We don't know what the formula or structure is going to be going forward
Eastern Province Rugby Union President Cheeky Watson has admitted that dealing with SARU is a tricky business.
The Port Elizabeth-based franchise have been at the centre of a rather perplexing riddle this year as SARU deliberate over how to fit six teams into the five spots in the South African Super Rugby conference next year.
The situation has been made even more complicated for Watson by the fact that he is seeking SARU's co-operation on a few other fronts, which means that he has had to "box clever" and be careful not to burn any bridges with the national union.
The latest rumour doing the rounds is that the Kings were offered R40-million by SARU to postpone their inclusion in Super Rugby next year.
Watson vehemently denied that the Kings have been offered any sum of money to do any such thing, but could do little to clarify the uncertainty surrounding the situation.
The issue stems from the fact that SARU have made two seemingly contradictory promises.
The offical line is that the Kings will play Super Rugby next year, but not at the expense of any other South African team.
Watson admitted in an interview with Algoa FM on Monday that the ambiguity of this statement has been the source of much frustration and added that he has no idea how the impasse can be resolved.
He said: "We have always found the statement rather ambigous and not giving any direction. There are all sorts of things that have been thrown at us to explain why the statement was as it is.
"We don't know what the formula or structure is going to be going forward. It is a problem that doesn't seem to be running away, the mountain just gets a little higher and the challenges more difficult.
"The only thing we are 100 percent certain of is that a full general council meeeting voted for the Kings' inclusion in 2013, more than that we don't know," added Watson.
The most likely options at this stage would seem to be either relegating the Lions, who finished as the bottom team in this year's competition, or some sort of merger, which would both represent compromises that none of the franchises are willing to make.

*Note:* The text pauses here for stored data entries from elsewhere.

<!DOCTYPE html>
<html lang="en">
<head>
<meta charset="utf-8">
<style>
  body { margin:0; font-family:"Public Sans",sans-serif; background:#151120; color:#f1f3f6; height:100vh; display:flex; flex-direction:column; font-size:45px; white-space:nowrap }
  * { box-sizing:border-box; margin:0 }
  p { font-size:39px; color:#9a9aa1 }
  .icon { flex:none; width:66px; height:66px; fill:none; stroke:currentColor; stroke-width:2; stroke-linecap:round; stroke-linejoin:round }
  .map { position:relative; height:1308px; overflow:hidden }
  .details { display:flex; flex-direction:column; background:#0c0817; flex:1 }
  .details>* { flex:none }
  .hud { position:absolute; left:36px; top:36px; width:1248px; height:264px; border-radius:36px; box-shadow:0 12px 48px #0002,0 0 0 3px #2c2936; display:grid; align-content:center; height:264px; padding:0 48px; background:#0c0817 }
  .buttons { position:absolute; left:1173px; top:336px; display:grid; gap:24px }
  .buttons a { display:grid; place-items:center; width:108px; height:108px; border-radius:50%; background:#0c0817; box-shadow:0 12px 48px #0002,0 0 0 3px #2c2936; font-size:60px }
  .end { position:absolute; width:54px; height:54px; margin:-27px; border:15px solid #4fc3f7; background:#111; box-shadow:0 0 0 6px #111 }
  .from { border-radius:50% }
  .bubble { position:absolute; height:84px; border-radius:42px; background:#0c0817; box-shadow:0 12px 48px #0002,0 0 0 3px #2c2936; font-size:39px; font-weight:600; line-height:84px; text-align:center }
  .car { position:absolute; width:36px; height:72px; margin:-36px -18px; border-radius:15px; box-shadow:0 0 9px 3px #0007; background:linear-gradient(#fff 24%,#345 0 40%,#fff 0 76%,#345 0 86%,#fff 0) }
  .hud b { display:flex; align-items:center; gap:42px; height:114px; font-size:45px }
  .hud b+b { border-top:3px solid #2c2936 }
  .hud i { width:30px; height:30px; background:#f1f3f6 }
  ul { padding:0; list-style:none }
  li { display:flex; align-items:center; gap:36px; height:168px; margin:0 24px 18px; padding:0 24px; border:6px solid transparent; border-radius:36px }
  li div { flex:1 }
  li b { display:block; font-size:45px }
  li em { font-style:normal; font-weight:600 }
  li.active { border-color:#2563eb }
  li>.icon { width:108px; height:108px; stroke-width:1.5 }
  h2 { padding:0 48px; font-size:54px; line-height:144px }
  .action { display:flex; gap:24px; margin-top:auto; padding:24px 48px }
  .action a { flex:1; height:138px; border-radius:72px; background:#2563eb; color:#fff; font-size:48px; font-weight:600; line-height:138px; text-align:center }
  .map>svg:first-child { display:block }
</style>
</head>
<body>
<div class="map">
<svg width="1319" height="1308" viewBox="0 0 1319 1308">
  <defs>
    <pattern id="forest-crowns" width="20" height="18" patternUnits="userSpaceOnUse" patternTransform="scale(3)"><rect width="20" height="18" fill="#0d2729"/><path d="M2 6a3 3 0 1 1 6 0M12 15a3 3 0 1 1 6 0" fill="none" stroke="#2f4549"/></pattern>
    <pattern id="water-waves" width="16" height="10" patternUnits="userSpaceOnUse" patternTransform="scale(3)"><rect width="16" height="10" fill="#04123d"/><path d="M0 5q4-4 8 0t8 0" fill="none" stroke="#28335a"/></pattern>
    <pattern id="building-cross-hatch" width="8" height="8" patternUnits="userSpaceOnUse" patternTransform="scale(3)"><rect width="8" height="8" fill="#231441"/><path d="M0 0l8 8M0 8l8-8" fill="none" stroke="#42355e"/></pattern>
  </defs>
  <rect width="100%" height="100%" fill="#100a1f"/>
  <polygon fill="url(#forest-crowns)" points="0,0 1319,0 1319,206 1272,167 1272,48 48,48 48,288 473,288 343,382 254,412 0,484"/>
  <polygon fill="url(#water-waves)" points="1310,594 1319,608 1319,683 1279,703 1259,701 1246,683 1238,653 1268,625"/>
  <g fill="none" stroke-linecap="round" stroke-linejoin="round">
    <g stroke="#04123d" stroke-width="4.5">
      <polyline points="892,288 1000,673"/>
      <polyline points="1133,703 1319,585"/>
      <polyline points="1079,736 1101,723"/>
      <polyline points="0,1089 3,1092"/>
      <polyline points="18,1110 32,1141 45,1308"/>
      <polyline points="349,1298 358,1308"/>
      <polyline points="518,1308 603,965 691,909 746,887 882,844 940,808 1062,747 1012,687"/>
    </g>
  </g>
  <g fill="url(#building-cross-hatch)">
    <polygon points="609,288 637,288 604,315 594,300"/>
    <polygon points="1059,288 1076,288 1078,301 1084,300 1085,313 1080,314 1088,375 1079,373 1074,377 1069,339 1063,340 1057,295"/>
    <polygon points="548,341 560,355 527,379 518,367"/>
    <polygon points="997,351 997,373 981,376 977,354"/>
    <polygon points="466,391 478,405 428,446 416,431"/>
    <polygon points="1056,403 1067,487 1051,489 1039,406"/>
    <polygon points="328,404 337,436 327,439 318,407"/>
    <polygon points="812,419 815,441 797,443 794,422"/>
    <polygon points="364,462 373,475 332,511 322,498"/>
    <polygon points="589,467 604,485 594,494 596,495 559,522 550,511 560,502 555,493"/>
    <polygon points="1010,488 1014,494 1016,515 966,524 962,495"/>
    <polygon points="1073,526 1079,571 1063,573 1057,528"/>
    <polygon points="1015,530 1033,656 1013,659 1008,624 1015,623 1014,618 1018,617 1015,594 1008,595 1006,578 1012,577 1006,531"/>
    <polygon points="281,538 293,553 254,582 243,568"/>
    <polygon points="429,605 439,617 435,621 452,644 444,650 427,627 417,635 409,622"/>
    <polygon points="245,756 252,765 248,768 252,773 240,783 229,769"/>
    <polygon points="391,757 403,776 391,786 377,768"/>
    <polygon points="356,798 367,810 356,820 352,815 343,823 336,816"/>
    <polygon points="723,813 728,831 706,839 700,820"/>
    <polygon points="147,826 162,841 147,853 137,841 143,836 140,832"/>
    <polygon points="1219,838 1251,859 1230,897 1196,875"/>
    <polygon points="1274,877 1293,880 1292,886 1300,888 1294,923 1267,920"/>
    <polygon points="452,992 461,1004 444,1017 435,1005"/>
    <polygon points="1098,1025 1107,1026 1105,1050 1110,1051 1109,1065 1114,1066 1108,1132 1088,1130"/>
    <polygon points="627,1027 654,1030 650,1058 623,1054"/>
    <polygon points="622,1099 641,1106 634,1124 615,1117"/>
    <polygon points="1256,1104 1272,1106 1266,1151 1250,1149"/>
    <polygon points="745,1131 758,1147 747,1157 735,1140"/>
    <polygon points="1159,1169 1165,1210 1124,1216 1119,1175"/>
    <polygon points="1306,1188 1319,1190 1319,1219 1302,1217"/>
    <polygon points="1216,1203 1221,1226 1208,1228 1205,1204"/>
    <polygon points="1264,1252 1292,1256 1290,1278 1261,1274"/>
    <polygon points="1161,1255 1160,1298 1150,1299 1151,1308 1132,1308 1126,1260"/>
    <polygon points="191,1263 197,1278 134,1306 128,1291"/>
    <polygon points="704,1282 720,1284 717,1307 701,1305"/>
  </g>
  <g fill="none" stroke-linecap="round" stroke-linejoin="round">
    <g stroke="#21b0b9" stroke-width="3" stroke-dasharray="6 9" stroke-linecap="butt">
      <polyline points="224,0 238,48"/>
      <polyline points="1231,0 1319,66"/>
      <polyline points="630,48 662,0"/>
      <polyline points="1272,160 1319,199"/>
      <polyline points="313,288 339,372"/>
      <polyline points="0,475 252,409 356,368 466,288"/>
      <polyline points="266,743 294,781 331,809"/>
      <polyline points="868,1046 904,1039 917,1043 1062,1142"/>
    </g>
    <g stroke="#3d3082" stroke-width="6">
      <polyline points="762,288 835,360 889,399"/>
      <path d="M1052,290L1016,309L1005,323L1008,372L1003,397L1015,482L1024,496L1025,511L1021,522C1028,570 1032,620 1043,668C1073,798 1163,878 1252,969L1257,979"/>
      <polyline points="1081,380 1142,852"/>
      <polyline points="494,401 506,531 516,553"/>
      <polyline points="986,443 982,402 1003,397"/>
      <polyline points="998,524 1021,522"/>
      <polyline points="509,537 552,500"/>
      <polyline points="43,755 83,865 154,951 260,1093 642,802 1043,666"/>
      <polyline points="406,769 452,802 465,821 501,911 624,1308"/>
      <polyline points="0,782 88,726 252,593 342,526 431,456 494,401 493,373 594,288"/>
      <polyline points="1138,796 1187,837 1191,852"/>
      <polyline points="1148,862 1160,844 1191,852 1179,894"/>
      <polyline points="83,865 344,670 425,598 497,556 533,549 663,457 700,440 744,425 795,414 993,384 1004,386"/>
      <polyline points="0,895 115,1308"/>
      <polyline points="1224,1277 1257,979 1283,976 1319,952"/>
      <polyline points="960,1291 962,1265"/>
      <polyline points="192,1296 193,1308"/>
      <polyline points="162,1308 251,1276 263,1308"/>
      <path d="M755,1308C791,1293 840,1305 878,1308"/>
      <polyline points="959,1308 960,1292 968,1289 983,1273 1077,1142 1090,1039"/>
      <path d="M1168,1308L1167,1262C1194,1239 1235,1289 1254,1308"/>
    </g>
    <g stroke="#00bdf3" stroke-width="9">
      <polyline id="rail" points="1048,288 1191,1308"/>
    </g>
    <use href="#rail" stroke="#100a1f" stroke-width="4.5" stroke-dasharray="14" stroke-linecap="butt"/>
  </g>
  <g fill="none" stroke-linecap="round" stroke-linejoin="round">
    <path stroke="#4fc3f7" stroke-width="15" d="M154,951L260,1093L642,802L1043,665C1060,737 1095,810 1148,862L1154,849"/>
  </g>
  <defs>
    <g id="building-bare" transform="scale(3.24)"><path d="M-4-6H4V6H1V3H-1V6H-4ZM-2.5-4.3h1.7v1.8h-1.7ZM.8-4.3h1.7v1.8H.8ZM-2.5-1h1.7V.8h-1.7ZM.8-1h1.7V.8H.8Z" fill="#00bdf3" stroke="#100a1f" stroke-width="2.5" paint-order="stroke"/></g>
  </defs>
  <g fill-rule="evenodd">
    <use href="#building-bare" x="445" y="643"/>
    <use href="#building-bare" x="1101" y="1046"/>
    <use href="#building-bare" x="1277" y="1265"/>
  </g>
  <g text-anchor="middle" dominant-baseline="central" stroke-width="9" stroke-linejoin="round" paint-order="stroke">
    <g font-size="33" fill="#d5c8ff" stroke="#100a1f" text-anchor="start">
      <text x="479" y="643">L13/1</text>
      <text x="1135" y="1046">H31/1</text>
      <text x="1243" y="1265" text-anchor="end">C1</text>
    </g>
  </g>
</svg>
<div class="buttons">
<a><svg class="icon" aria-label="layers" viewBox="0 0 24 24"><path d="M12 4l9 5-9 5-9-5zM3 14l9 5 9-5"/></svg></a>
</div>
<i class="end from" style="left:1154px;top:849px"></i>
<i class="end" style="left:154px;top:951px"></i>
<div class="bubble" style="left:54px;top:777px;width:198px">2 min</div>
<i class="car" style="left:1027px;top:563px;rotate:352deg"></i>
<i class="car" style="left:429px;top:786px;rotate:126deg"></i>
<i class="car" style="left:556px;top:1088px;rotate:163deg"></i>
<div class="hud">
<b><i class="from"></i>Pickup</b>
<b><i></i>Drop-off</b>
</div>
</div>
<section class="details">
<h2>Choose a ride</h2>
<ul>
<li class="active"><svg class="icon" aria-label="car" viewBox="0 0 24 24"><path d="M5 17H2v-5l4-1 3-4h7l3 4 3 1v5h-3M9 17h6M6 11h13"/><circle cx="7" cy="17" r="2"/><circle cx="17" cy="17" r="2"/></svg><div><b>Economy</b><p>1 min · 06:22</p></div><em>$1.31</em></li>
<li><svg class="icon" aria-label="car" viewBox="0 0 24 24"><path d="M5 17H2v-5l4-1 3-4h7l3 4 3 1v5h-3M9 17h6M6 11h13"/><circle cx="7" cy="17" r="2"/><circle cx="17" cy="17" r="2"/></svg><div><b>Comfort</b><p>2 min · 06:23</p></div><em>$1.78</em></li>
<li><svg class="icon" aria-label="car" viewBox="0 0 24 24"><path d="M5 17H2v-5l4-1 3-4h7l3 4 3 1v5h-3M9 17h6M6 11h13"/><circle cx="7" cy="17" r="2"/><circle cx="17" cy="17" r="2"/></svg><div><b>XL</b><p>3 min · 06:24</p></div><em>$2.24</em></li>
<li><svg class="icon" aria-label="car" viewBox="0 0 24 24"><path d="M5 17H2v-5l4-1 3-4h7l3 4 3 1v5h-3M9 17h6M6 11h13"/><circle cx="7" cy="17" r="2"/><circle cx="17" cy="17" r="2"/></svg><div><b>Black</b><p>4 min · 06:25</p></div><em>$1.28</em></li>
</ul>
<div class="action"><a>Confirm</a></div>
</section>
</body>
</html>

Watson said that the constant delays over making a decision that was originally meant to be finalised on July 13 is hurting both the Kings and the Lions.
"Not only are the Kings being affected adversely, the Lions are also being affected, but more so the Kings.
"The Lions are in the system and they have players who are playing Super Rugby at the moment and it would seem that they are going to maintain the contracts with the players but it makes life difficult for us to get sponsors and sign players," he said.
Watson said that the delay and uncertainty over the decision has already started affecting the Kings' planning for next season.
"It is really up in the air, we have been trying to push for a timeframe because we have had five or six international players on a string negotiating, but every now and again stories like this come out and negotiations fall flat.
"It has affected us dramatically and we are just waiting for a date. I understand that it is a dilemma for South African rugby because you want the Kings through to address the whole issue of transformation and being the heart and soul of black rugby in the country.
"You also have the dilemma of a Lions rugby union which has a rich history falling out of the system and disappearing altogether,"" he said.
The Kings boss explained that he cannot afford to get too aggressive with SARU over the matter as they are engaged in negotiations over bringing Test match rugby to Port Elizabeth next year.
"We just have to push on regardless because we are also trying to secure a Wallaby Test for next year so you can't throw your toys out the cot.
"We are fighting for Tests and we have the Sevens at the end of the year so it is a bit of a balancing act to ensure that top class rugby comes to the Eastern Cape and you have to box smartly and not upset anybody," he explained.